[Task requirements]
Without including any images, please transcribe all the lines below exactly.
Material shown Block Start
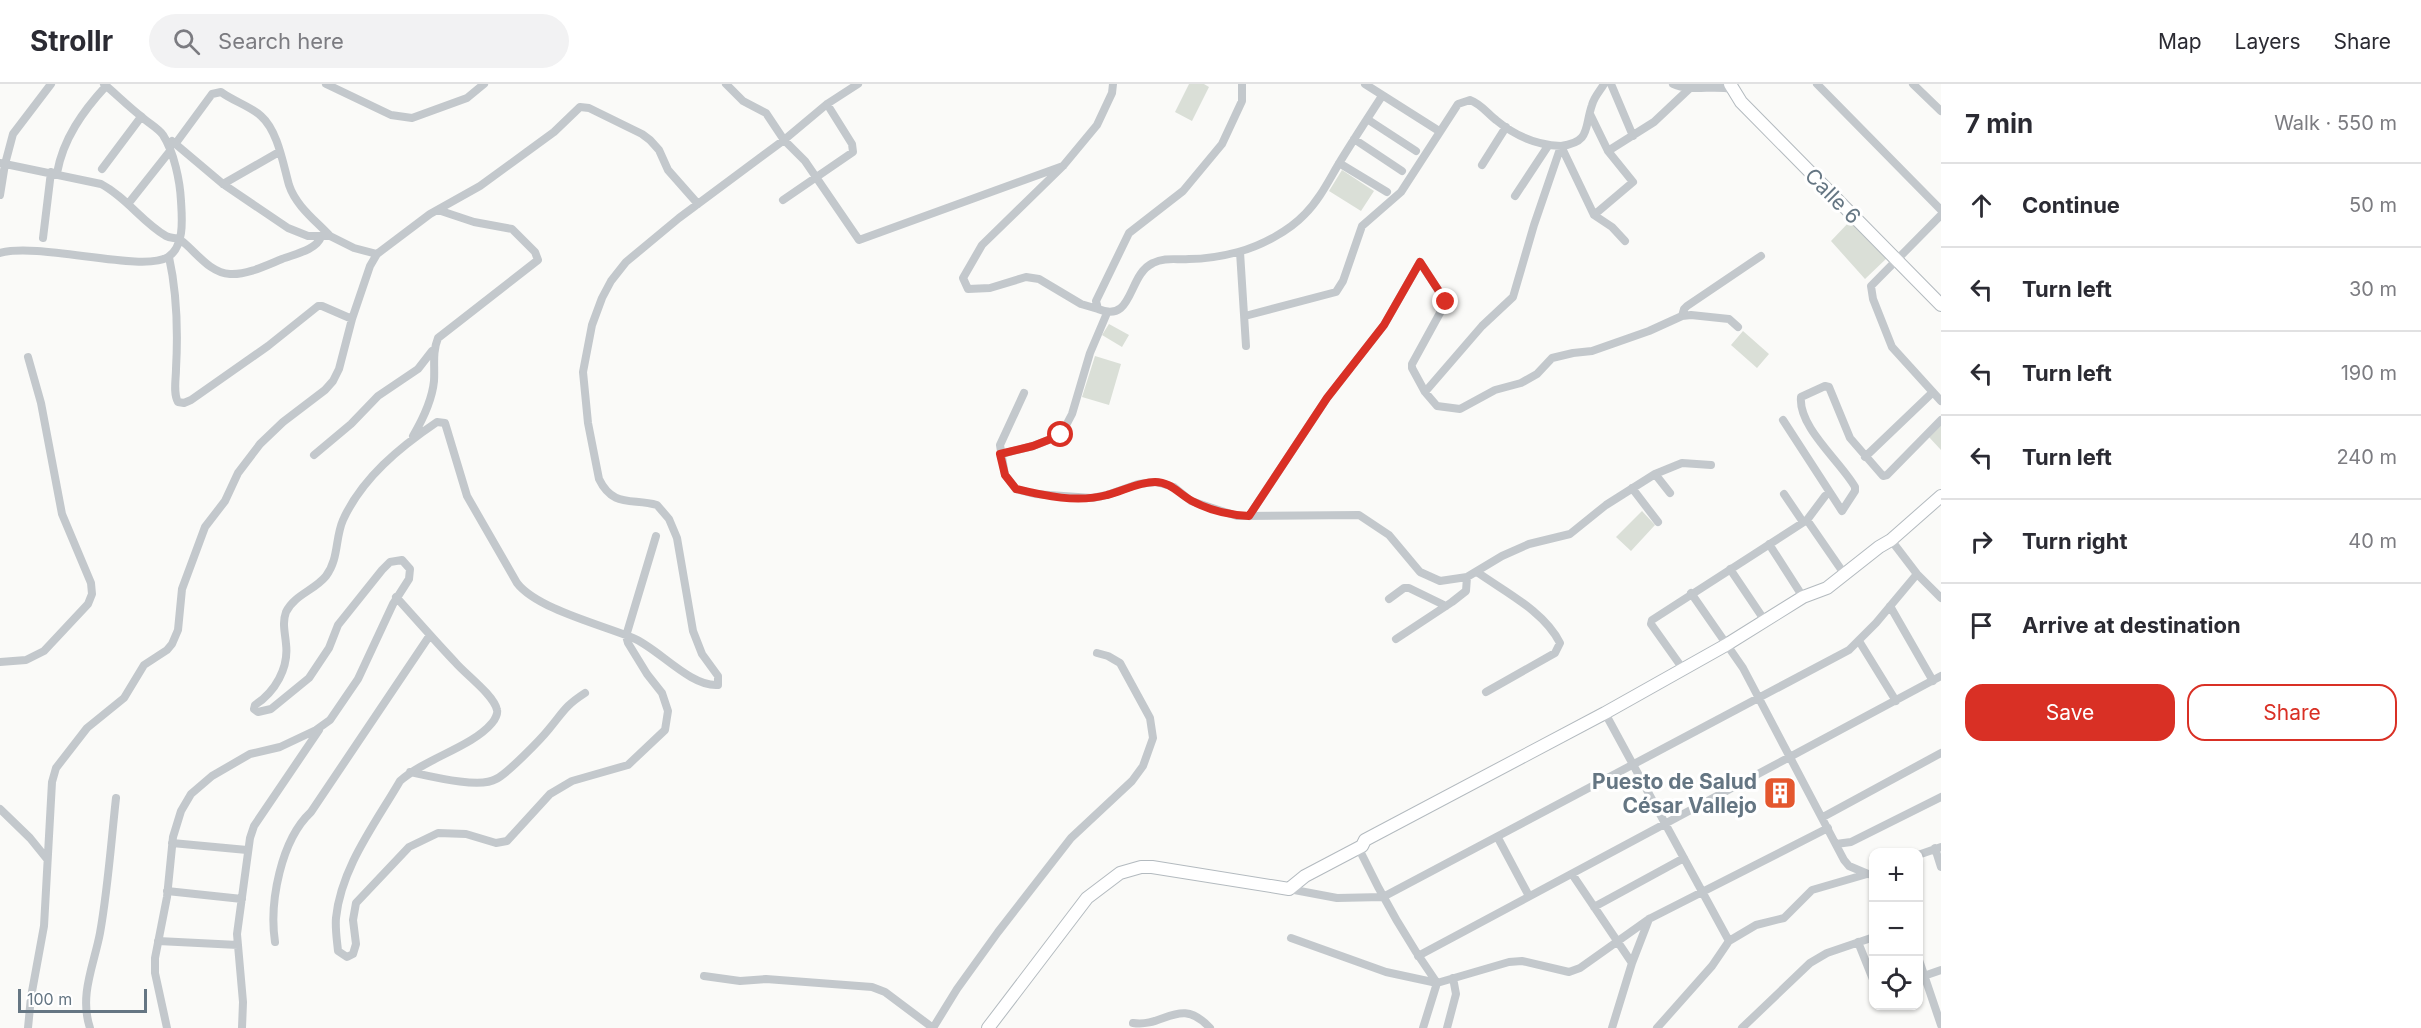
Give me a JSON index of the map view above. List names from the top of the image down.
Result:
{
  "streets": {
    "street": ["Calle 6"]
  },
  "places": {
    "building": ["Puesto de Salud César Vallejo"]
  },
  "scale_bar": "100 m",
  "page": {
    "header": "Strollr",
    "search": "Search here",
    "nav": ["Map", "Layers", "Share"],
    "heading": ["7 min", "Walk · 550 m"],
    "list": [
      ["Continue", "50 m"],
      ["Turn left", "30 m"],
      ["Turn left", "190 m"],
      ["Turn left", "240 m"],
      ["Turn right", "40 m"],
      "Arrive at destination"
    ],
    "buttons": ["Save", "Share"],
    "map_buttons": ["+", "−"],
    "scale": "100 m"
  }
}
Material shown Block End
[Exercise answer]
Give me a JSON index of the map view above. List names from the top of the image down.
Result:
{
  "streets": {
    "street": ["Calle 6"]
  },
  "places": {
    "building": ["Puesto de Salud César Vallejo"]
  },
  "scale_bar": "100 m",
  "page": {
    "header": "Strollr",
    "search": "Search here",
    "nav": ["Map", "Layers", "Share"],
    "heading": ["7 min", "Walk · 550 m"],
    "list": [
      ["Continue", "50 m"],
      ["Turn left", "30 m"],
      ["Turn left", "190 m"],
      ["Turn left", "240 m"],
      ["Turn right", "40 m"],
      "Arrive at destination"
    ],
    "buttons": ["Save", "Share"],
    "map_buttons": ["+", "−"],
    "scale": "100 m"
  }
}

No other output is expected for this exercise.